■ **MATERIAL SUPPLIED**:
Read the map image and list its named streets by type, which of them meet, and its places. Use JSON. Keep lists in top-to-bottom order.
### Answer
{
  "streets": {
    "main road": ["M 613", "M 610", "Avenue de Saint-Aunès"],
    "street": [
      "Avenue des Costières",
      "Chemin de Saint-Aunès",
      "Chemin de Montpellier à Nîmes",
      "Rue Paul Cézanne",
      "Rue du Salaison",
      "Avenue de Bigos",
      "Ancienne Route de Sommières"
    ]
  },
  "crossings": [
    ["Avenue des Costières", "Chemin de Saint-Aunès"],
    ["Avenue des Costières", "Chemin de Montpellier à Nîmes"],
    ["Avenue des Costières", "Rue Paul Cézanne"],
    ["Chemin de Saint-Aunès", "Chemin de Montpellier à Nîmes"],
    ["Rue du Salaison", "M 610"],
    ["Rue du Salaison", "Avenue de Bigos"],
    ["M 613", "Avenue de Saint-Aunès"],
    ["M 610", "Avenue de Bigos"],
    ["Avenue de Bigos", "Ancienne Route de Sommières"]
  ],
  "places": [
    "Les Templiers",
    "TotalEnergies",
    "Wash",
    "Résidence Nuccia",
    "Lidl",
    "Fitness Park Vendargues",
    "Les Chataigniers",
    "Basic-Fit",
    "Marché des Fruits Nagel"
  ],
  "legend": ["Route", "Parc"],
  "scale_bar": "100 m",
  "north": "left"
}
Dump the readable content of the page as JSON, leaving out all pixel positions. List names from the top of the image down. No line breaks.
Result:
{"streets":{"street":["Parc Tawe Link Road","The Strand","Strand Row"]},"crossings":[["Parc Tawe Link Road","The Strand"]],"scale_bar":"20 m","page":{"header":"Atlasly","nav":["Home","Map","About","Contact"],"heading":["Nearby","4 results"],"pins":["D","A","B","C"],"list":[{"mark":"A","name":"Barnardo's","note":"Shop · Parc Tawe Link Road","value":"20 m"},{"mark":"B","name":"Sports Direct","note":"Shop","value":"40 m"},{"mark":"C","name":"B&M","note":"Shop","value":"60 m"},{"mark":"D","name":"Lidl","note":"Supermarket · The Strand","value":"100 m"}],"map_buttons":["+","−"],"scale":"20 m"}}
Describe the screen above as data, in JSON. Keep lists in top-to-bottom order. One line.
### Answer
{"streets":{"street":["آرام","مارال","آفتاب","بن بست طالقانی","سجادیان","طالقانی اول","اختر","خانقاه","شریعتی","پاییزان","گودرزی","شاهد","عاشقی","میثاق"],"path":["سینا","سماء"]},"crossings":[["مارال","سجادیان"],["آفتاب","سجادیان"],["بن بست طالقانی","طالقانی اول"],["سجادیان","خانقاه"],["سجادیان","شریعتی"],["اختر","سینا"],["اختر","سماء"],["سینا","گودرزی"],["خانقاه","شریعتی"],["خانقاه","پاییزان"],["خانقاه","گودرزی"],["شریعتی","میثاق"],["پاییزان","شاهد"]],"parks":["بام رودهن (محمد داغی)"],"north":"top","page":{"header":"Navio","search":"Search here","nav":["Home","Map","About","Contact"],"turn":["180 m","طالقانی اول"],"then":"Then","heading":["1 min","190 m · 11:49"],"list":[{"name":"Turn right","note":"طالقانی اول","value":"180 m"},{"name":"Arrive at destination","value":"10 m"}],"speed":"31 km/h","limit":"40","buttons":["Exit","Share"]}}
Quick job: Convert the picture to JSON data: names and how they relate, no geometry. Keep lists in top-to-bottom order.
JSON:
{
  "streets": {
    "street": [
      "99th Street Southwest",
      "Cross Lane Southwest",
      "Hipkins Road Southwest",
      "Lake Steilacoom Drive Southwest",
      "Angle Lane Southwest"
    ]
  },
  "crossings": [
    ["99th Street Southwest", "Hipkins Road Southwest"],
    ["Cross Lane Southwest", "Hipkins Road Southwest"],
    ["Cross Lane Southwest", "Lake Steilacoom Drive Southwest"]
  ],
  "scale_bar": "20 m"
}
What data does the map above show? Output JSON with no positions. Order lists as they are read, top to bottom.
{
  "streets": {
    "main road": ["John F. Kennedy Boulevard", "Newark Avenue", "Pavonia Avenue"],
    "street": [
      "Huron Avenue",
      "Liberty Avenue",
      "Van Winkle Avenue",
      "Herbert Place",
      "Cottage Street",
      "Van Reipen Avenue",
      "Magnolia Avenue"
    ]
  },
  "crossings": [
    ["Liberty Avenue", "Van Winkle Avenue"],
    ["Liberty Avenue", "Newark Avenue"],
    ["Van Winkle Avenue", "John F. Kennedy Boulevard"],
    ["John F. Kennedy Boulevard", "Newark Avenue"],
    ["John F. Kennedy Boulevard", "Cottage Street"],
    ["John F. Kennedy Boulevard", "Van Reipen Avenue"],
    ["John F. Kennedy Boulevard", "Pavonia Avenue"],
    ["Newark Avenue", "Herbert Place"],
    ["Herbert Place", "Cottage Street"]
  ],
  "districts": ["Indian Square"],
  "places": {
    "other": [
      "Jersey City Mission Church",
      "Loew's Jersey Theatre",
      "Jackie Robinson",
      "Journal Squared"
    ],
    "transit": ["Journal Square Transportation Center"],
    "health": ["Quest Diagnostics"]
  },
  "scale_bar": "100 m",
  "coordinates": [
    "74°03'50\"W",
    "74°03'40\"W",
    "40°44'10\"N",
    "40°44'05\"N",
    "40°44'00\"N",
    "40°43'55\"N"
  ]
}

■ **TASK BRIEF**:
Copy out the full listing exactly.

■ **ANSWER TO THIS EXERCISE**:
Read the map image and list its named streets by type, which of them meet, and its places. Use JSON. Keep lists in top-to-bottom order.
### Answer
{
  "streets": {
    "main road": ["M 613", "M 610", "Avenue de Saint-Aunès"],
    "street": [
      "Avenue des Costières",
      "Chemin de Saint-Aunès",
      "Chemin de Montpellier à Nîmes",
      "Rue Paul Cézanne",
      "Rue du Salaison",
      "Avenue de Bigos",
      "Ancienne Route de Sommières"
    ]
  },
  "crossings": [
    ["Avenue des Costières", "Chemin de Saint-Aunès"],
    ["Avenue des Costières", "Chemin de Montpellier à Nîmes"],
    ["Avenue des Costières", "Rue Paul Cézanne"],
    ["Chemin de Saint-Aunès", "Chemin de Montpellier à Nîmes"],
    ["Rue du Salaison", "M 610"],
    ["Rue du Salaison", "Avenue de Bigos"],
    ["M 613", "Avenue de Saint-Aunès"],
    ["M 610", "Avenue de Bigos"],
    ["Avenue de Bigos", "Ancienne Route de Sommières"]
  ],
  "places": [
    "Les Templiers",
    "TotalEnergies",
    "Wash",
    "Résidence Nuccia",
    "Lidl",
    "Fitness Park Vendargues",
    "Les Chataigniers",
    "Basic-Fit",
    "Marché des Fruits Nagel"
  ],
  "legend": ["Route", "Parc"],
  "scale_bar": "100 m",
  "north": "left"
}
Dump the readable content of the page as JSON, leaving out all pixel positions. List names from the top of the image down. No line breaks.
Result:
{"streets":{"street":["Parc Tawe Link Road","The Strand","Strand Row"]},"crossings":[["Parc Tawe Link Road","The Strand"]],"scale_bar":"20 m","page":{"header":"Atlasly","nav":["Home","Map","About","Contact"],"heading":["Nearby","4 results"],"pins":["D","A","B","C"],"list":[{"mark":"A","name":"Barnardo's","note":"Shop · Parc Tawe Link Road","value":"20 m"},{"mark":"B","name":"Sports Direct","note":"Shop","value":"40 m"},{"mark":"C","name":"B&M","note":"Shop","value":"60 m"},{"mark":"D","name":"Lidl","note":"Supermarket · The Strand","value":"100 m"}],"map_buttons":["+","−"],"scale":"20 m"}}
Describe the screen above as data, in JSON. Keep lists in top-to-bottom order. One line.
### Answer
{"streets":{"street":["آرام","مارال","آفتاب","بن بست طالقانی","سجادیان","طالقانی اول","اختر","خانقاه","شریعتی","پاییزان","گودرزی","شاهد","عاشقی","میثاق"],"path":["سینا","سماء"]},"crossings":[["مارال","سجادیان"],["آفتاب","سجادیان"],["بن بست طالقانی","طالقانی اول"],["سجادیان","خانقاه"],["سجادیان","شریعتی"],["اختر","سینا"],["اختر","سماء"],["سینا","گودرزی"],["خانقاه","شریعتی"],["خانقاه","پاییزان"],["خانقاه","گودرزی"],["شریعتی","میثاق"],["پاییزان","شاهد"]],"parks":["بام رودهن (محمد داغی)"],"north":"top","page":{"header":"Navio","search":"Search here","nav":["Home","Map","About","Contact"],"turn":["180 m","طالقانی اول"],"then":"Then","heading":["1 min","190 m · 11:49"],"list":[{"name":"Turn right","note":"طالقانی اول","value":"180 m"},{"name":"Arrive at destination","value":"10 m"}],"speed":"31 km/h","limit":"40","buttons":["Exit","Share"]}}
Quick job: Convert the picture to JSON data: names and how they relate, no geometry. Keep lists in top-to-bottom order.
JSON:
{
  "streets": {
    "street": [
      "99th Street Southwest",
      "Cross Lane Southwest",
      "Hipkins Road Southwest",
      "Lake Steilacoom Drive Southwest",
      "Angle Lane Southwest"
    ]
  },
  "crossings": [
    ["99th Street Southwest", "Hipkins Road Southwest"],
    ["Cross Lane Southwest", "Hipkins Road Southwest"],
    ["Cross Lane Southwest", "Lake Steilacoom Drive Southwest"]
  ],
  "scale_bar": "20 m"
}
What data does the map above show? Output JSON with no positions. Order lists as they are read, top to bottom.
{
  "streets": {
    "main road": ["John F. Kennedy Boulevard", "Newark Avenue", "Pavonia Avenue"],
    "street": [
      "Huron Avenue",
      "Liberty Avenue",
      "Van Winkle Avenue",
      "Herbert Place",
      "Cottage Street",
      "Van Reipen Avenue",
      "Magnolia Avenue"
    ]
  },
  "crossings": [
    ["Liberty Avenue", "Van Winkle Avenue"],
    ["Liberty Avenue", "Newark Avenue"],
    ["Van Winkle Avenue", "John F. Kennedy Boulevard"],
    ["John F. Kennedy Boulevard", "Newark Avenue"],
    ["John F. Kennedy Boulevard", "Cottage Street"],
    ["John F. Kennedy Boulevard", "Van Reipen Avenue"],
    ["John F. Kennedy Boulevard", "Pavonia Avenue"],
    ["Newark Avenue", "Herbert Place"],
    ["Herbert Place", "Cottage Street"]
  ],
  "districts": ["Indian Square"],
  "places": {
    "other": [
      "Jersey City Mission Church",
      "Loew's Jersey Theatre",
      "Jackie Robinson",
      "Journal Squared"
    ],
    "transit": ["Journal Square Transportation Center"],
    "health": ["Quest Diagnostics"]
  },
  "scale_bar": "100 m",
  "coordinates": [
    "74°03'50\"W",
    "74°03'40\"W",
    "40°44'10\"N",
    "40°44'05\"N",
    "40°44'00\"N",
    "40°43'55\"N"
  ]
}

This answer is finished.